In 2018, Wei completed another documentary titled Havana Divas, which also documents a part of overseas Chinese history. Havana Divas and Golden Gate Girls have several shared characters: Esther Eng, Siu Yin Fei, Franco Yuen, Wu Chin-lee, and Danny Li Kei Fung. The film focuses on two Cuban ladies, Caridad Amaran (1931–2024) and Georgina Wong (1929–), who learned the art of Cantonese opera in Havana in the 1940s and toured around the country to perform. The film has been showing in Hong Kong since 11 February 2018 and is still going around the film festival circuit. It is a rare piece that brings together a Chinese art and two Cuban families, and a story shared by many immigrant families in Central and South Americas.

In 2019, Wei made a TV documentary titled Writing 10000 Miles 跋涉者蕭紅 for RTHK in its 2019 "Outstanding Chinese Writers" series, which was first aired on 13 January 2019. The episode, together with other episodes in the series, was awarded No. 4 in 2019's Hong Kong TV Appreciation Index.

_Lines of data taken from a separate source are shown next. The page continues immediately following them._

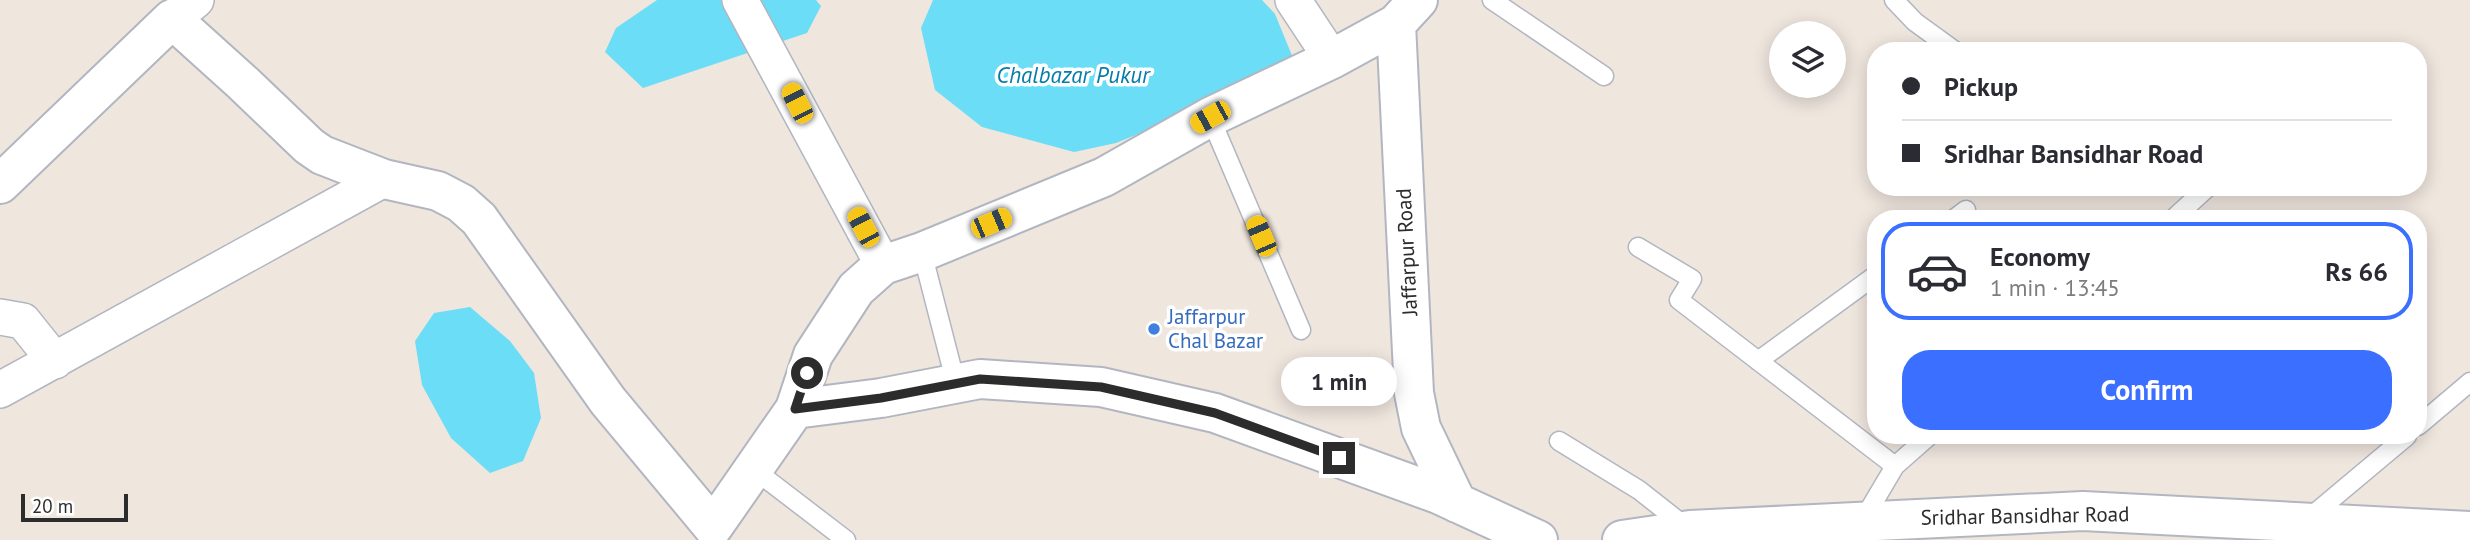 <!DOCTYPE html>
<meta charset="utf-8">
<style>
body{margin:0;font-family:"PT Sans",sans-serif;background:#f2f2f3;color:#2b2b33;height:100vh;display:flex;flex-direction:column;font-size:26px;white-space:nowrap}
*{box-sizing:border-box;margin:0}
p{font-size:23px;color:#7c7c81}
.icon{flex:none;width:38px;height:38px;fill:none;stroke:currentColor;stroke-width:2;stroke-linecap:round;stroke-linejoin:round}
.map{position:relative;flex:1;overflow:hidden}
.drawer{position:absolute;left:1867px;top:210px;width:560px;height:234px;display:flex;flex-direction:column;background:#fff;border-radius:28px;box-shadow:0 4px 18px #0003}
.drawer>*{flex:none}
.banner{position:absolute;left:1867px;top:42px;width:560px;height:154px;border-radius:28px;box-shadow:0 4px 18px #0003;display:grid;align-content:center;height:154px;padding:0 35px;background:#fff}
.fabs{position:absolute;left:1769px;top:21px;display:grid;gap:14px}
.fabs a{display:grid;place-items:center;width:77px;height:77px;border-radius:50%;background:#fff;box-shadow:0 4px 18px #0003;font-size:35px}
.scale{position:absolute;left:21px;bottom:18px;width:107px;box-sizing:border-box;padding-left:7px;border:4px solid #2c2c2c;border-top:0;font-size:19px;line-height:24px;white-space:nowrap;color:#2c2c2c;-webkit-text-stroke:5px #fff;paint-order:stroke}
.end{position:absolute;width:32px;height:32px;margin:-16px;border:9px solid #2c2c2c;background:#fff;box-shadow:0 0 0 4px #fff}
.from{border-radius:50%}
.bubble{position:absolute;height:49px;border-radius:24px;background:#fff;box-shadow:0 4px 18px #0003;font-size:23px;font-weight:800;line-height:49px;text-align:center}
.car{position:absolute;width:21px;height:42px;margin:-21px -10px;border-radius:9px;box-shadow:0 0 5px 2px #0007;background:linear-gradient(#f5c518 24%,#345 0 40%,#f5c518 0 76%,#345 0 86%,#f5c518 0)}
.banner b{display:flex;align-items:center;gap:24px;height:66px;font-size:26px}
.banner b+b{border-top:2px solid #e1e1e2}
.banner i{width:18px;height:18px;background:#2b2b33}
ul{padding:12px 0 0;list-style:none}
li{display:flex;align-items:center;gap:21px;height:98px;margin:0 14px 10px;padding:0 21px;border:4px solid transparent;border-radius:28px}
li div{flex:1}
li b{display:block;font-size:26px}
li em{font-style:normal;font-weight:800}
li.on{border-color:#3b6fff}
li>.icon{width:63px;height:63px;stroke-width:1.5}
.action{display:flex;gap:14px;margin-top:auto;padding:14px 35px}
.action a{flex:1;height:80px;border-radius:28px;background:#3b6fff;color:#fff;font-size:28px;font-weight:800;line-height:80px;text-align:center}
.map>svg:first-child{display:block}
</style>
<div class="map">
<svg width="2470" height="540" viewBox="0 0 2470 540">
<rect width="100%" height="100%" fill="#efe6de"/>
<path fill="#6bddf7" d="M657,0H816L821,6L807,33L643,88L605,52L616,28Z
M933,0H1262L1275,14L1293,58L1175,119L1116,143L1074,152L982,127L935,90L921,28Z
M470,307L510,341L534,373L541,418L523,461L490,473L451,438L422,385L415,341L434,313Z"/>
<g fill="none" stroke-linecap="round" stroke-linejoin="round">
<g stroke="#b2b6c1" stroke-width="21">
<path id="lane" d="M1492,0L1604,76
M1894,0L1915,22L1955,51
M1210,117L1301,330
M1954,219L1966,210
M2173,219L2208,187
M1638,247L1692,279L1679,300L1895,466
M922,252L956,384
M1758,361L1876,275
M2418,426L2470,382
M1559,441L1639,490L1686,527
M752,468L846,540
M2308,519L2407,436
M1863,520L1895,466L1929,436"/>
</g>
<g stroke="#b2b6c1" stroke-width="38">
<path id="street" d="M740,0L883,265
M1293,0L1332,59
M172,19L196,0
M0,317L23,321L55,361
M0,390L384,179"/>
</g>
<g stroke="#b2b6c1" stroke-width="42">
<path id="secondary" d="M1418,0L1396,24L1414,393L1421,428L1457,503
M0,184L172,19L243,83L309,146L322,155L384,179L438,191L461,203L479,219L608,401L713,527L795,409L813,355L856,289L883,265L922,252L1104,177L1210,117L1332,59L1396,24
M795,409L881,398L980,379L1101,387L1215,413L1438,494L1538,540
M1622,540L1690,530L2083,511L2470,531"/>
</g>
<use href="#lane" stroke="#fff" stroke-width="18"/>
<use href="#street" stroke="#fff" stroke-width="35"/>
<use href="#secondary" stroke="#fff" stroke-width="38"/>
</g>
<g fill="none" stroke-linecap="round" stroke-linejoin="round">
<path stroke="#2c2c2c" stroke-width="9" d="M807,373L795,409L881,398L980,379L1101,387L1215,413L1339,458"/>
</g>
<circle fill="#3f7fe0" stroke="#fff" stroke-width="2.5" cx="1154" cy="329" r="7"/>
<g text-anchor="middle" stroke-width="7" stroke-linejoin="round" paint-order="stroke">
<g font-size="21" fill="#2c2c2c" stroke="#fff">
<text transform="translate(1407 252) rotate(-93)" y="7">Jaffarpur Road</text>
<text transform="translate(2025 516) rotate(-1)" y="7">Sridhar Bansidhar Road</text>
</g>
<g font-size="21" fill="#366cbe" stroke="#fff" text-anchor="start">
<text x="1168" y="324">Jaffarpur<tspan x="1168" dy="24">Chal Bazar</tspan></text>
</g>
<g font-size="23" font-style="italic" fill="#047da8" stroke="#fff">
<text x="1073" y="83">Chalbazar Pukur</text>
</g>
</g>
</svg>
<div class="fabs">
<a><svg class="icon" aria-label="layers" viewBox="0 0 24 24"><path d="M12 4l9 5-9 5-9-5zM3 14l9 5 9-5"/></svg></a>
</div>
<div class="scale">20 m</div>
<i class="end from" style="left:807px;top:373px"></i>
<i class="end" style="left:1339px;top:458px"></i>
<div class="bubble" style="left:1281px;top:357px;width:116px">1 min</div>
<i class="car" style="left:797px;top:103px;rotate:333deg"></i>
<i class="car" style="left:1210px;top:117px;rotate:241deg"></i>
<i class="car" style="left:991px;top:223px;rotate:67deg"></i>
<i class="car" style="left:863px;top:227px;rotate:332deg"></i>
<i class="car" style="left:1261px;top:236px;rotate:337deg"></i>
<div class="banner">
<b><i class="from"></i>Pickup</b>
<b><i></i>Sridhar Bansidhar Road</b>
</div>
<section class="drawer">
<ul>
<li class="on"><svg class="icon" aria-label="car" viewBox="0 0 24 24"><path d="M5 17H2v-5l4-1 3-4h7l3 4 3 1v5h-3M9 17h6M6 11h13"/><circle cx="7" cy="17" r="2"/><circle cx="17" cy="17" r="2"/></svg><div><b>Economy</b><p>1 min · 13:45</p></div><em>Rs 66</em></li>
</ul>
<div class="action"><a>Confirm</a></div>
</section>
</div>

In 2022, Wei's fourth feature documentary titled A Life in Six Chapters 蕭軍六記, premiered at Singapore Chinese Film Festival, 2022. Multiple scholars and journalist endorsed the quality and significance of this work, which has been screened in six Hong Kong universities.

Wei also has credits as a scriptwriter for two feature films released in 2007: Susie Au's Ming Ming and Xiao Feng's Gun of Mercy. She has also translated many feature film scripts for films during their productions. This list includes Mongol (2008), Lust, Caution (2007), Curse of the Golden Flower (2006), and Fearless (2006) among other films in production.

== Written works ==
Wei's earlier books are mostly related to cinema subjects. Women's Film: Dialogue with Chinese and Japanese Female Directors (2009) was co-authored with Yang Yuanying, featuring interviews with 27 women film director of four generations working in mainland China, Hong Kong, Taiwan and Japan. Her textbook titled Cinema East and West (2014) and published by City University of Hong Kong Press has a revised edition in 2016.

From her research on Esther Eng and other pioneer women filmmakers, she and Law Kar co-author a book in Chinese titled Esther Eng: Cross-ocean Filmmaking and Women Pioneers (2016), which won The Tenth Hong Kong Book Award in 2017.

Also in 2016, Wei published a book in Chinese titled Wang Shiwei: A Reform in Thinking in 2016.

In 2017, Wei published Hu Feng: Poetic Ideals, Political Storm based on her extended research on the Hu Feng case.